『さやか』
「あ、あんな遠くから」

 母の心配もよそに、胸トラップで前に落としたボールは、群がるディフェンス陣の頭上を越えて右上隅のゴールネットに突き刺さった。
鮮やかなクリーンシュート。歓喜の声に迎えられた娘の、チームの優勝を決めた5点目だった。

「コーナーから直接、点を入れるんだ」

 夜の公園で2ヶ月余り、娘は毎日欠かさずロングシュートを練習していた。愛知県少女サッカーの代表に選ばれ、全国大会にも出た。

「ほら、こんなに左足がはれている」

 と娘。言われてみると、わずかにはれているように見えた。

「毎日練習しているからね。軸足に筋肉がついたんだね」

 漠然とした不安を抱きながら、母は娘の毎日の努力をほめていた。

 全国大会、合宿、県大会・・・と忙しかった8月末の試合で、接触した左足を抱え込んで痛がった娘を案じて病院に行った翌日、運命は暗転した。

骨肉腫。

 命を失うかもしれない、とは娘に言えない。でも足の骨を失うことは話さざるを得なかった。

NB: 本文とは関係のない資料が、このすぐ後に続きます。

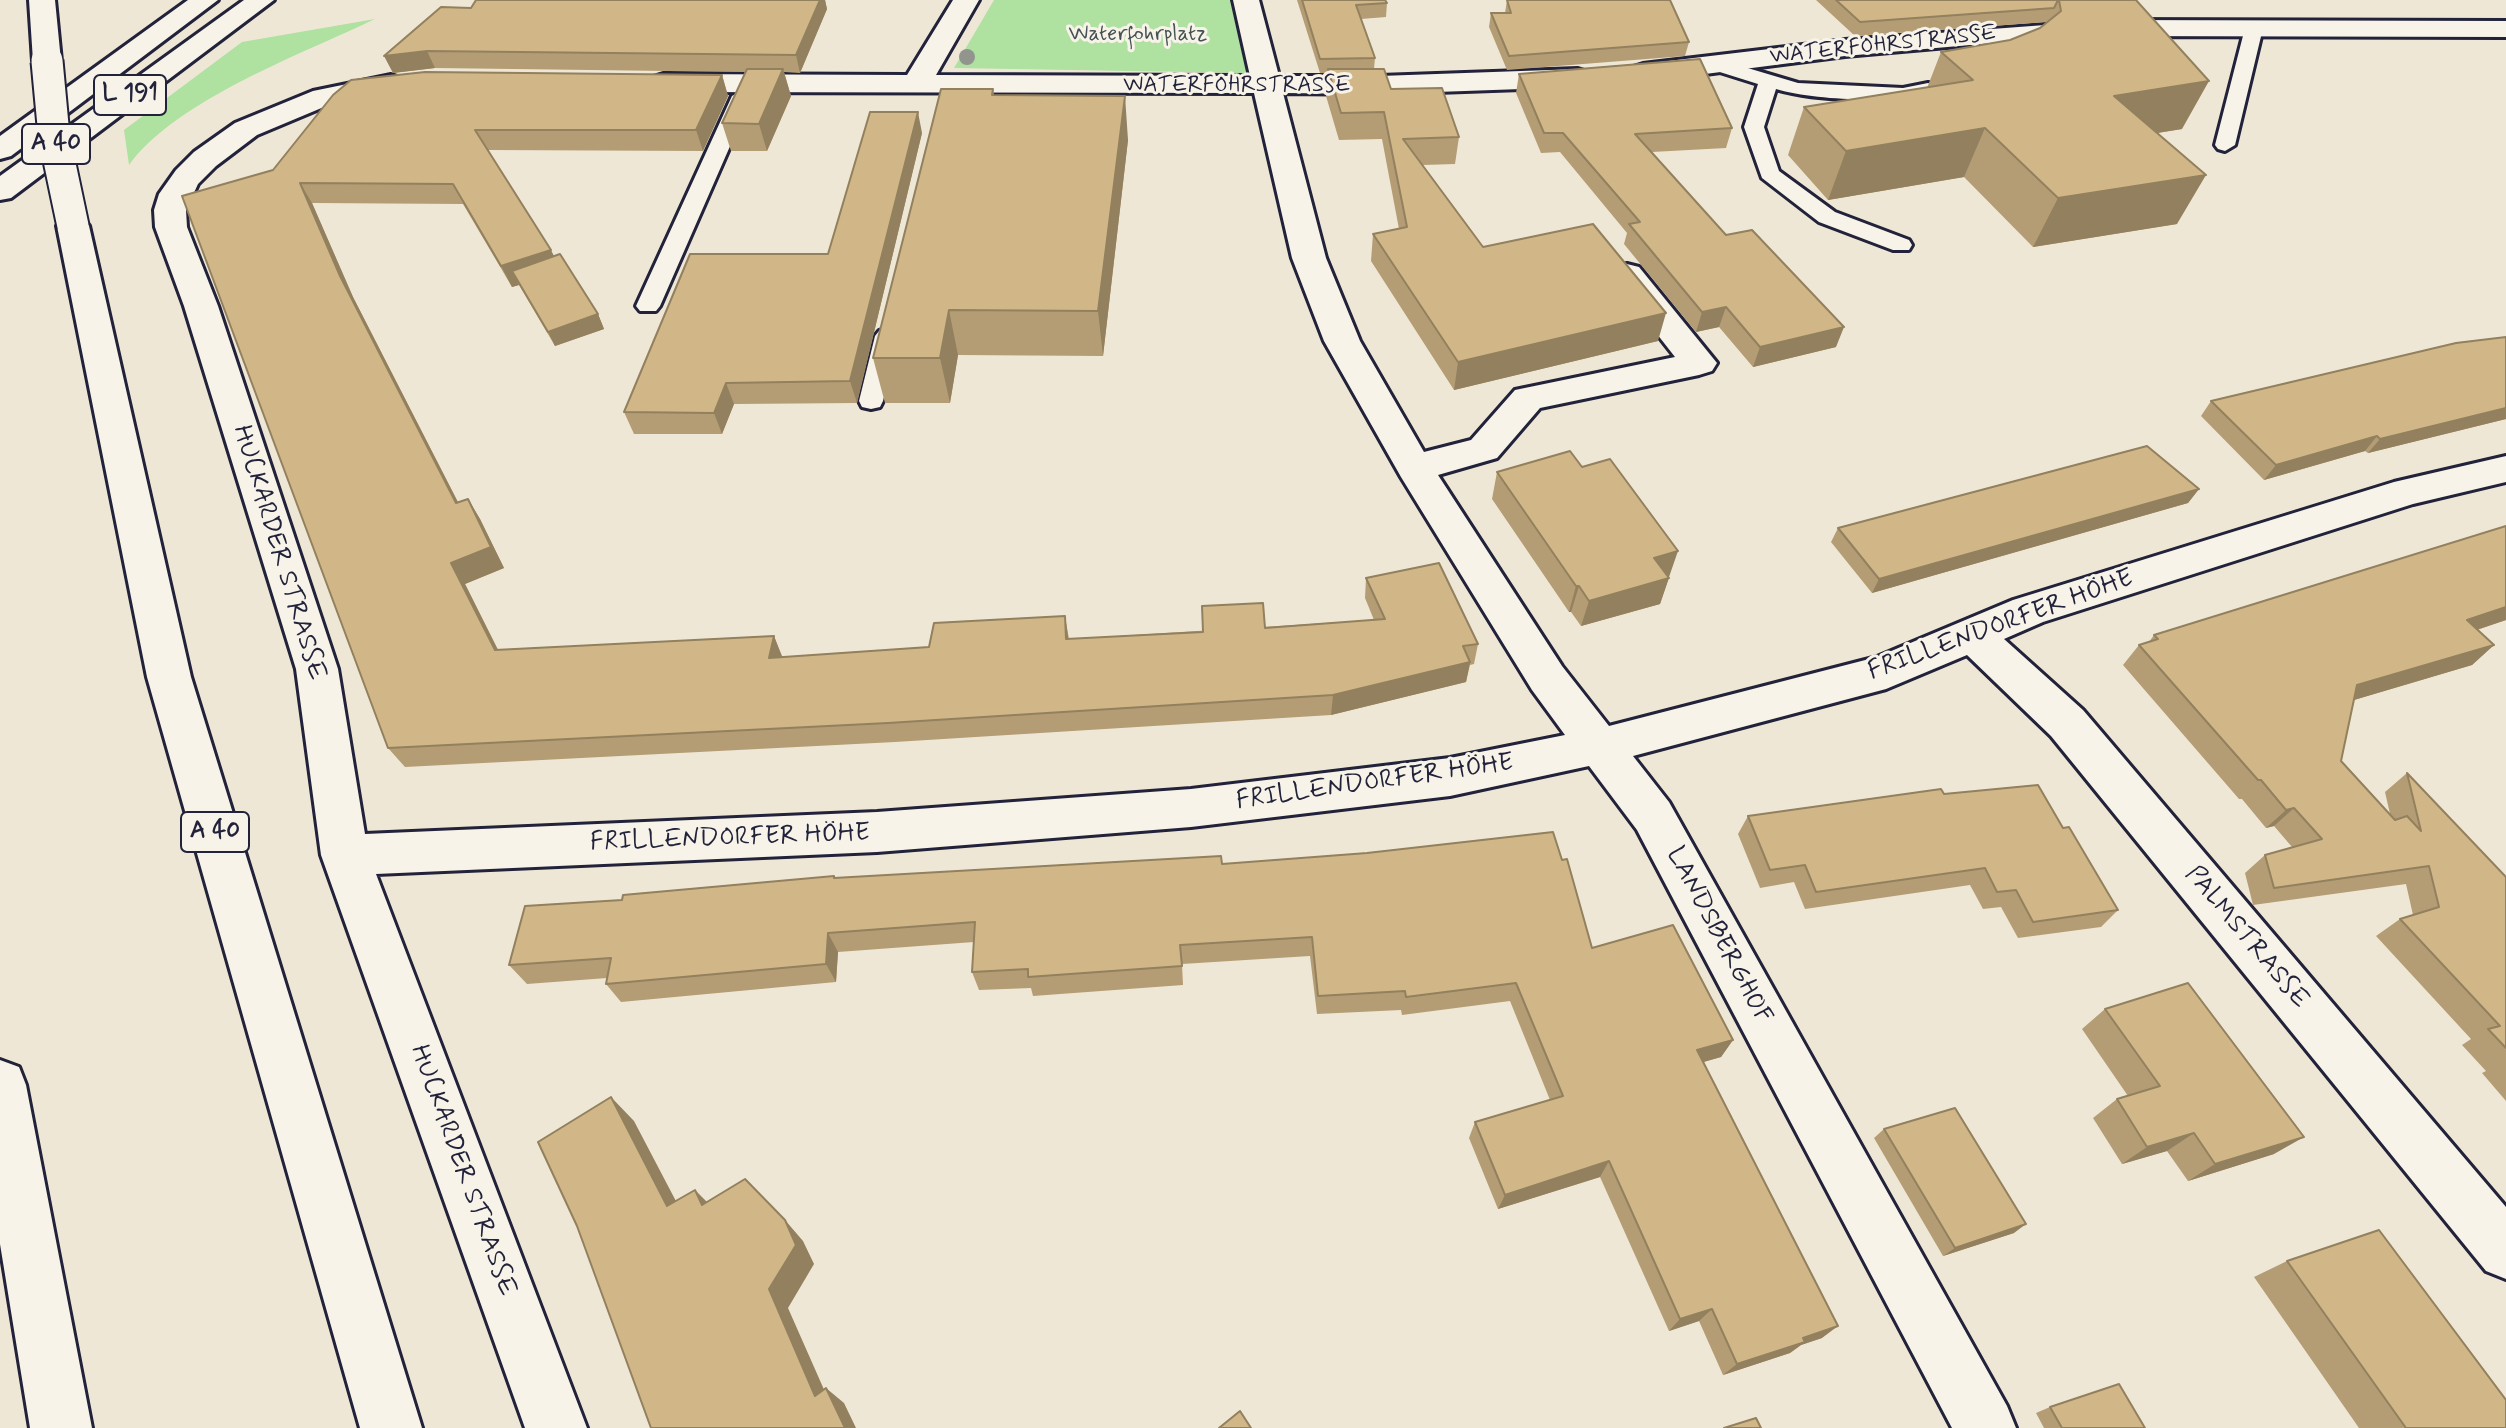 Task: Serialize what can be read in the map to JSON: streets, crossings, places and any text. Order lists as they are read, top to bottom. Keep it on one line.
{"streets":{"main road":["WATERFOHRSTRASSE","L 191","A 40","HUCKARDER STRASSE","FRILLENDORFER HÖHE","LANDSBERGHOF","PALMSTRASSE"]},"crossings":[["WATERFOHRSTRASSE","LANDSBERGHOF"],["HUCKARDER STRASSE","FRILLENDORFER HÖHE"],["FRILLENDORFER HÖHE","LANDSBERGHOF"],["FRILLENDORFER HÖHE","PALMSTRASSE"]],"parks":["Waterfohrplatz"]}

 娘の活躍を何より期待していた両親を悲しませまいと、娘はけなげに涙をこらえた。だが、ふろ場からひそやかな彼女のおえつが聞こえ、私もこらえきれなかった。

 2度と見られないと思うからか、記憶は美化され、ゴールネットを揺らしたボールの残像が、得意げな彼女の顔とともに鮮やかによみがえる。再びあの笑顔を見る日が来ると信じて、闘病生活を見守っている。